Last week I witnessed the power of stories. Students in my entrepreneurship class were pitching business ideas to a panel of mock investors. A couple of these mock investors were channelling Kevin O’Leary. But I digress. One of the groups was pitching a concierge service for international students.
All three students in the group were international students. And they opened their ten minute pitch with a personal story. One of the students was very worried about her English and rarely ever spoke in class. But she told her story of fear, anxiety and isolation in her first few weeks in Canada. It was quietly passionate. By sharing her personal experience she highlighted the “pain” that their proposed business was going to resolve. And the mock investors related to that story.
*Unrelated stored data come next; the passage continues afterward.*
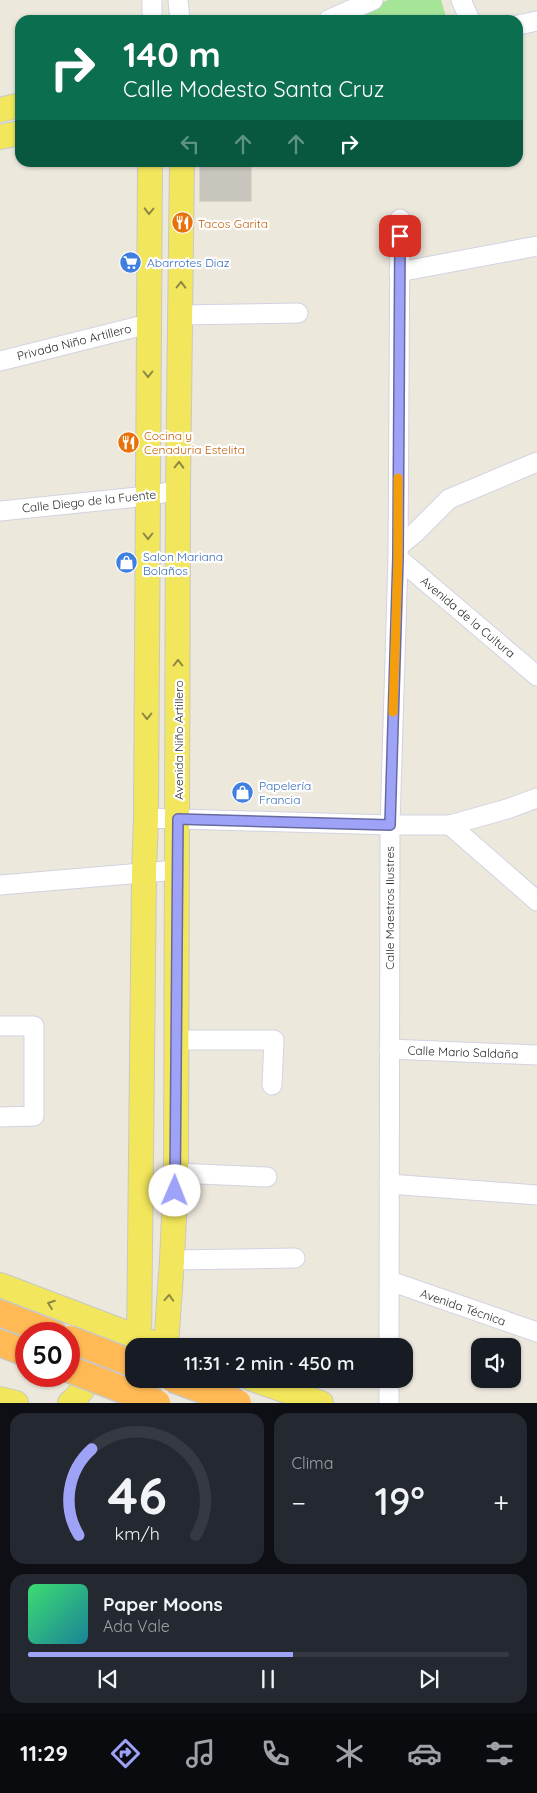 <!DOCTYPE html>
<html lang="es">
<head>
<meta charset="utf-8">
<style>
  :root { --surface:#171b24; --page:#242831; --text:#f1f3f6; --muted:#9ea1a6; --line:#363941; --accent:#9fa3f8 }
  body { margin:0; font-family:Quicksand,sans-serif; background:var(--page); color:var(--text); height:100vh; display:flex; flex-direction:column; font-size:19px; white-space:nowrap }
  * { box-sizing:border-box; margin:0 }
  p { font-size:16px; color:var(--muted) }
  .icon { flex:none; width:28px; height:28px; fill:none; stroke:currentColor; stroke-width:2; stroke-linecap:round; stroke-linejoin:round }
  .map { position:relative; height:1403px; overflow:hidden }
  .drawer { display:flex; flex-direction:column; gap:10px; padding:10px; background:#0d0f14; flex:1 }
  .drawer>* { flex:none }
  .banner { position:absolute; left:15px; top:15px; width:508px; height:152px; border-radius:15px; box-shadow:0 1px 4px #0004; background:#0b6e4f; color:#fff; overflow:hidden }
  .fabs { position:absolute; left:471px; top:1338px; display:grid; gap:10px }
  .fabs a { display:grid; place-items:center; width:50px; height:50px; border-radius:10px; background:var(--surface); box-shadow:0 1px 4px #0004; font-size:25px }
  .speed { position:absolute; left:15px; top:1322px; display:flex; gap:10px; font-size:25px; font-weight:700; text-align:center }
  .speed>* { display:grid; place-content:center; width:65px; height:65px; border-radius:50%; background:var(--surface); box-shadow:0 1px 4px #0004; line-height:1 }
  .speed .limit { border:8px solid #d22; background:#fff; color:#111 }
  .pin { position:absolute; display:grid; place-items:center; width:42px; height:42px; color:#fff; margin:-21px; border-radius:10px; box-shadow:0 2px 8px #0006 }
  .me { position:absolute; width:55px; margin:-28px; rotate:1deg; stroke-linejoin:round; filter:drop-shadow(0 0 4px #0008) }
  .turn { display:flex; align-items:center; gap:18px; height:105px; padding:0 25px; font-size:22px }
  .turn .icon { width:65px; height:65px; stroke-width:2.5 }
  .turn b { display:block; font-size:35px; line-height:42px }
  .lanes { display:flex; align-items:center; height:48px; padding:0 25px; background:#0003; justify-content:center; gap:25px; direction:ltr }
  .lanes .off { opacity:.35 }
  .big { font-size:38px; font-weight:600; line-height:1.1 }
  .drawer .tile { flex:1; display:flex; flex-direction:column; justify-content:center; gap:8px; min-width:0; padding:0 18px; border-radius:15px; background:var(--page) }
  .drawer .dial { align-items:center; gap:0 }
  .dial svg { height:130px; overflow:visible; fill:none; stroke:var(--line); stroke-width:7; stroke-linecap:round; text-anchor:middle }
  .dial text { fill:var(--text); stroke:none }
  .song { display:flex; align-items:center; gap:15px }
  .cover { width:60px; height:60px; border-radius:8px; background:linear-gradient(135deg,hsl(140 70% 55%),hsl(190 70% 35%)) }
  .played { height:5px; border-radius:2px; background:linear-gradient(90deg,var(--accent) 55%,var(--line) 55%) }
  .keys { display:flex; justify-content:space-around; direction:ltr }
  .heat { display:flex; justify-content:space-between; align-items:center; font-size:28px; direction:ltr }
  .drawer .tiles { flex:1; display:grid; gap:10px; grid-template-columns:1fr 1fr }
  .tile:last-child { grid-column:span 2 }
  .trip { position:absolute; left:125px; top:1338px; width:288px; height:50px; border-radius:15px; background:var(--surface); box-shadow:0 1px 4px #0004; font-weight:600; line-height:50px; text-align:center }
  .tabs { display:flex; height:80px; justify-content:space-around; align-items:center; background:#090b0e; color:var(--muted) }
  .tabs .icon { width:35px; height:35px }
  .tabs .selected { color:var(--accent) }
  .tabs b { font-size:22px; color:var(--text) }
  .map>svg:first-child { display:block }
  .green { fill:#a6e498 }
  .building { fill:#c8c5bc; stroke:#c8c4b6 }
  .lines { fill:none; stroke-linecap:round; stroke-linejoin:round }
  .minor-casing { stroke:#d2d2e3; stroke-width:21 }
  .major-casing { stroke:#c8c8c8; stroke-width:26 }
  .highway-casing { stroke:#c8c8c8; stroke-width:29 }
  .minor { stroke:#fff; stroke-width:19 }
  .major { stroke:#f2e65c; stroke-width:24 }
  .highway { stroke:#ffb955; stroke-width:26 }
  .highway-bridge-casing { stroke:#c8c8c8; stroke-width:29; stroke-linecap:butt }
  .highway-bridge { stroke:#ffb955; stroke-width:26 }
  .oneway { stroke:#8e8843 }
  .route-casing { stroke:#676aa1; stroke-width:12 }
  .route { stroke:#9fa3f8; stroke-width:9 }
  .slow { stroke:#f59e0b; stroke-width:9 }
  .labels { text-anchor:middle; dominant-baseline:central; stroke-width:4.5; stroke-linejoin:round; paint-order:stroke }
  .food-label { font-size:12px; fill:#c56008; stroke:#fff; text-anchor:start }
  .shop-label { font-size:12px; fill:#366cbe; stroke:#fff; text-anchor:start }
  .street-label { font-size:12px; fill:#2a2a2a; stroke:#fff }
</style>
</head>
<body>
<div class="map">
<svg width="537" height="1403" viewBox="0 0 537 1403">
  <rect width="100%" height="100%" fill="#ede8dc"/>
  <polygon class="green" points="388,0 441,0 447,20 343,20"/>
  <rect class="building" x="200" y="162" width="51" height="39"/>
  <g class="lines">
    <defs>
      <g id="minor">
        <polyline points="178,0 180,20"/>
        <polyline points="461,0 470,20"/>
        <polyline points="152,20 152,0"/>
        <polyline points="328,20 373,0"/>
        <polyline points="518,25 537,21"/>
        <polyline points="399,272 537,246"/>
        <polyline points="180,315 298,313"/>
        <polyline points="0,361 148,324"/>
        <polyline points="0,511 148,496 178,490"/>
        <polyline points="398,547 415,533 449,499 537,462"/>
        <polyline points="398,558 537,676"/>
        <polyline points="146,818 390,825 450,825 507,809 537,798"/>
        <polyline points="450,825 537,901"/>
        <polyline points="0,885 177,870"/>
        <polyline points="0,1026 34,1026 34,1116 0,1117"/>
        <polyline points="175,1040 274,1040 272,1085"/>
        <polyline points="389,1049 537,1055"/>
        <polyline points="176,1173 267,1177"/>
        <polyline points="389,1184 537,1195"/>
        <polyline points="172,1260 295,1258"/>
        <polyline points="390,1281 537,1332"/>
        <polyline points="389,1346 390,825 398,558 400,219"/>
        <polyline points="389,1403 389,1379"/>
      </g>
      <g id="major">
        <polyline points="0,110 20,105"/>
        <polyline points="0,137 20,133"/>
        <polyline points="0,1285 153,1343"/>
        <polyline points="139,1346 144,872 146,818 150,162"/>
        <polyline points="166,1346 172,1260 176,1173 178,490 182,162"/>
        <polyline points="252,1379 321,1403"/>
        <polyline points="0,1399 16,1403"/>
        <path d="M70 1403C93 1384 93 1361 92 1333L90 1330"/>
      </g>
      <g id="highway">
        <polyline points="0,1313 54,1334"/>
        <polyline points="0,1343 26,1353"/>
      </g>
    </defs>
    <use href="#minor" class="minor-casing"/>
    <use href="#major" class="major-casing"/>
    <use href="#highway" class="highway-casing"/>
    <use href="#minor" class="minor"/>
    <use href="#major" class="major"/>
    <use href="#highway" class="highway"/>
    <defs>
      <g id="highway-bridge">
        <polyline points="69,1339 134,1364"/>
        <polyline points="69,1369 157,1403"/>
        <polyline points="173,1379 238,1403"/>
      </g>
    </defs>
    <use href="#highway-bridge" class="highway-bridge-casing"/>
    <use href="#highway-bridge" class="highway-bridge"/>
  </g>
  <defs><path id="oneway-chevron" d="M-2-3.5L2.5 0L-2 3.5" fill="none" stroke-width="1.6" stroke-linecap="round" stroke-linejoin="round" transform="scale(1.25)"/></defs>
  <g class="oneway">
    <use href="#oneway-chevron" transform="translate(149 211) rotate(91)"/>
    <use href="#oneway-chevron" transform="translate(181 285) rotate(-89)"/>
    <use href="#oneway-chevron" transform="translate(148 374) rotate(90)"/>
    <use href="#oneway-chevron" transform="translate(179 465) rotate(-89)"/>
    <use href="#oneway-chevron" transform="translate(148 536) rotate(90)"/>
    <use href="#oneway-chevron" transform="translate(178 663) rotate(-90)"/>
    <use href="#oneway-chevron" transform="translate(147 716) rotate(90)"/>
    <use href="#oneway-chevron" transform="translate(169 1298) rotate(-86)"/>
    <use href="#oneway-chevron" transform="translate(51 1304) rotate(-160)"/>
  </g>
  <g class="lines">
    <defs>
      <polyline id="route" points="175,1191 178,819 390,825 398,558 400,236"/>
    </defs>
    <use href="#route" class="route-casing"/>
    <use href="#route" class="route"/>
    <polyline class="slow" points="393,712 398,558 398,478"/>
  </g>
  <defs>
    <symbol id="restaurant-disc" viewBox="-11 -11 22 22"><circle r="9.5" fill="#e8710a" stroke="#fff"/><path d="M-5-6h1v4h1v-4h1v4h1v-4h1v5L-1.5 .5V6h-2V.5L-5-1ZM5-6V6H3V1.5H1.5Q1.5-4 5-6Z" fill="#fff"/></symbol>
    <symbol id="supermarket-disc" viewBox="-11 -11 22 22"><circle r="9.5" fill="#3f7fe0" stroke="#fff"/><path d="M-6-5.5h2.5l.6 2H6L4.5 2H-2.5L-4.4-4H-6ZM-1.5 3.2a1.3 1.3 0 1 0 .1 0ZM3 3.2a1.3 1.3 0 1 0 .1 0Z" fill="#fff"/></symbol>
    <symbol id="shop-disc" viewBox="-11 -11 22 22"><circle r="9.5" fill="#3f7fe0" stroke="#fff"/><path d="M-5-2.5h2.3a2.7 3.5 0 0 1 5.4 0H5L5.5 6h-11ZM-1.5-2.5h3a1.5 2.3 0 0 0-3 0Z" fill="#fff"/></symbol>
  </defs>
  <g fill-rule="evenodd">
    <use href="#restaurant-disc" x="170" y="210" width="25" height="25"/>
    <use href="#supermarket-disc" x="118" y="250" width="25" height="25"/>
    <use href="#restaurant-disc" x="116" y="430" width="25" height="25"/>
    <use href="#shop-disc" x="114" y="550" width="25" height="25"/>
    <use href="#shop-disc" x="230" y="780" width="25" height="25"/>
  </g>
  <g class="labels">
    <g class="food-label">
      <text x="198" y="223">Tacos Garita</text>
      <text x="144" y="435">Cocina y<tspan x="144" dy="14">Cenaduria Estelita</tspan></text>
    </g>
    <g class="shop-label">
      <text x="147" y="262">Abarrotes Diaz</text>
      <text x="143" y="556">Salon Mariana<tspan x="143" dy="14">Bolaños</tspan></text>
      <text x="259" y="785">Papelería<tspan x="259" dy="14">Francia</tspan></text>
    </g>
    <g class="street-label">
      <text transform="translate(74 342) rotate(-14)">Privada Niño Artillero</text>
      <text transform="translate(89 501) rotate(-6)">Calle Diego de la Fuente</text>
      <text transform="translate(468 617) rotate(40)">Avenida de la Cultura</text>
      <text transform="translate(178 740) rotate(-90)">Avenida Niño Artillero</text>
      <text transform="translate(389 908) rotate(-90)">Calle Maestros Ilustres</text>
      <text transform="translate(463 1052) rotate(2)">Calle Mario Saldaña</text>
      <text transform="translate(463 1307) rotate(19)">Avenida Técnica</text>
    </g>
  </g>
</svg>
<div class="fabs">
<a><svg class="icon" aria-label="sound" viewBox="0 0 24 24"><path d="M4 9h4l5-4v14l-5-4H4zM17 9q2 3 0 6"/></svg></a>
</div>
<div class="speed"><div class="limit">50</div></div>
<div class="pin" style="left:400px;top:236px;background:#d93025"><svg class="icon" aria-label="arrive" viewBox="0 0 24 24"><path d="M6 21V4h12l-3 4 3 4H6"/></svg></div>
<svg class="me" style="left:175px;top:1191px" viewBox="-20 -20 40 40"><circle r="19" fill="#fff"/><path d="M0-13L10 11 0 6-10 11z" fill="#9fa3f8"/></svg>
<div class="trip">11:31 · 2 min · 450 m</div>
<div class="banner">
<div class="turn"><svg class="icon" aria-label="right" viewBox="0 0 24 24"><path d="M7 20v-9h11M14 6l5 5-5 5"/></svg><div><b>140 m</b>Calle Modesto Santa Cruz</div></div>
<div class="lanes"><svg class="icon off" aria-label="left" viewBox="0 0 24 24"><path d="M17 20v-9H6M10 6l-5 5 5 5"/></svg><svg class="icon off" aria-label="ahead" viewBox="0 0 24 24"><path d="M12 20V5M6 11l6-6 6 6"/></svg><svg class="icon off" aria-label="ahead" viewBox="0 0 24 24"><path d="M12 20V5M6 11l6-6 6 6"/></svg><svg class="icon" aria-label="right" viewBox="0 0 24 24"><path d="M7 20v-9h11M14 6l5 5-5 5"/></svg></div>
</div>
</div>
<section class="drawer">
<div class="tiles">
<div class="tile dial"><svg viewBox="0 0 100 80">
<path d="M14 69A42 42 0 1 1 86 69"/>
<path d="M14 69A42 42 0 0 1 22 16" stroke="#9fa3f8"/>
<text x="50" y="56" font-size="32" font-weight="700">46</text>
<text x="50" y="72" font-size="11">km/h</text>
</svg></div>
<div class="tile"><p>Clima</p>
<div class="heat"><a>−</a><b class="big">19°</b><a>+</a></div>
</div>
<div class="tile">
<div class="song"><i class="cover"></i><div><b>Paper Moons</b><p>Ada Vale</p></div></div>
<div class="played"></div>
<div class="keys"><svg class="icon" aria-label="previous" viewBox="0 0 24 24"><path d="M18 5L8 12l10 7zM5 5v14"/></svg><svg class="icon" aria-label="pause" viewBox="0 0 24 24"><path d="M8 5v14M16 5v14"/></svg><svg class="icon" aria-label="next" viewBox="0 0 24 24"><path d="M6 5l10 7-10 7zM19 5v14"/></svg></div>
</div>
</div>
</section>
<nav class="tabs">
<b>11:29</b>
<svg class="icon selected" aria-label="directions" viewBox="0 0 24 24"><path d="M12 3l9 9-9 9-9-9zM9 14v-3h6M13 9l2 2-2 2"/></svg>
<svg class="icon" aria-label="music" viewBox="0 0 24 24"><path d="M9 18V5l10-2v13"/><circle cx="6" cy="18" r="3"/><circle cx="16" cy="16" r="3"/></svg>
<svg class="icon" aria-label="phone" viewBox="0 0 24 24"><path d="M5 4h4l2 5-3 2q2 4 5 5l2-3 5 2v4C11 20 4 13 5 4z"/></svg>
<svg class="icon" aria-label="climate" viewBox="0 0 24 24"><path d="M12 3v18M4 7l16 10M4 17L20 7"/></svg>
<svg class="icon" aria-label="car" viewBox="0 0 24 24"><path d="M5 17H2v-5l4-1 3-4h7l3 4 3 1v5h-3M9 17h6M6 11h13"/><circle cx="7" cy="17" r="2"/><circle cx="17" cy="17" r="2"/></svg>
<svg class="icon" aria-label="filters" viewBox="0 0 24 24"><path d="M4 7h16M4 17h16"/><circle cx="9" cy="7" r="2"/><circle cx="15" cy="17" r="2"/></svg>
</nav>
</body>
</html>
Here is the funny thing. This group’s business idea wasn’t the strongest of those presented. But that story created an emotional connection between the investors and the student pitch team. It didn’t matter that their English wasn’t so great. It didn’t matter that the idea needed some polish. And the team did not use a single power point slide. The story is what mattered. In the end, this business idea received the most funding from the investor panel.
To be really effective, stories need to be concise, related to the topic, unexpected and emotional. And to be a persuasive leader, you need to be a good storyteller. Here are the four books I recommend on storytelling and presenting: Presentation Zen by Garr Reynolds, Perfect Pitch by John Steele, Made to Stick by Chip and Dan Heath, and the Leaders Guide to Storytelling by Steve Denning.
Communication and persuasion are important leadership skills. And storytelling is an important tool in your persuasion toolkit. So do your homework and start rehearsing your stories.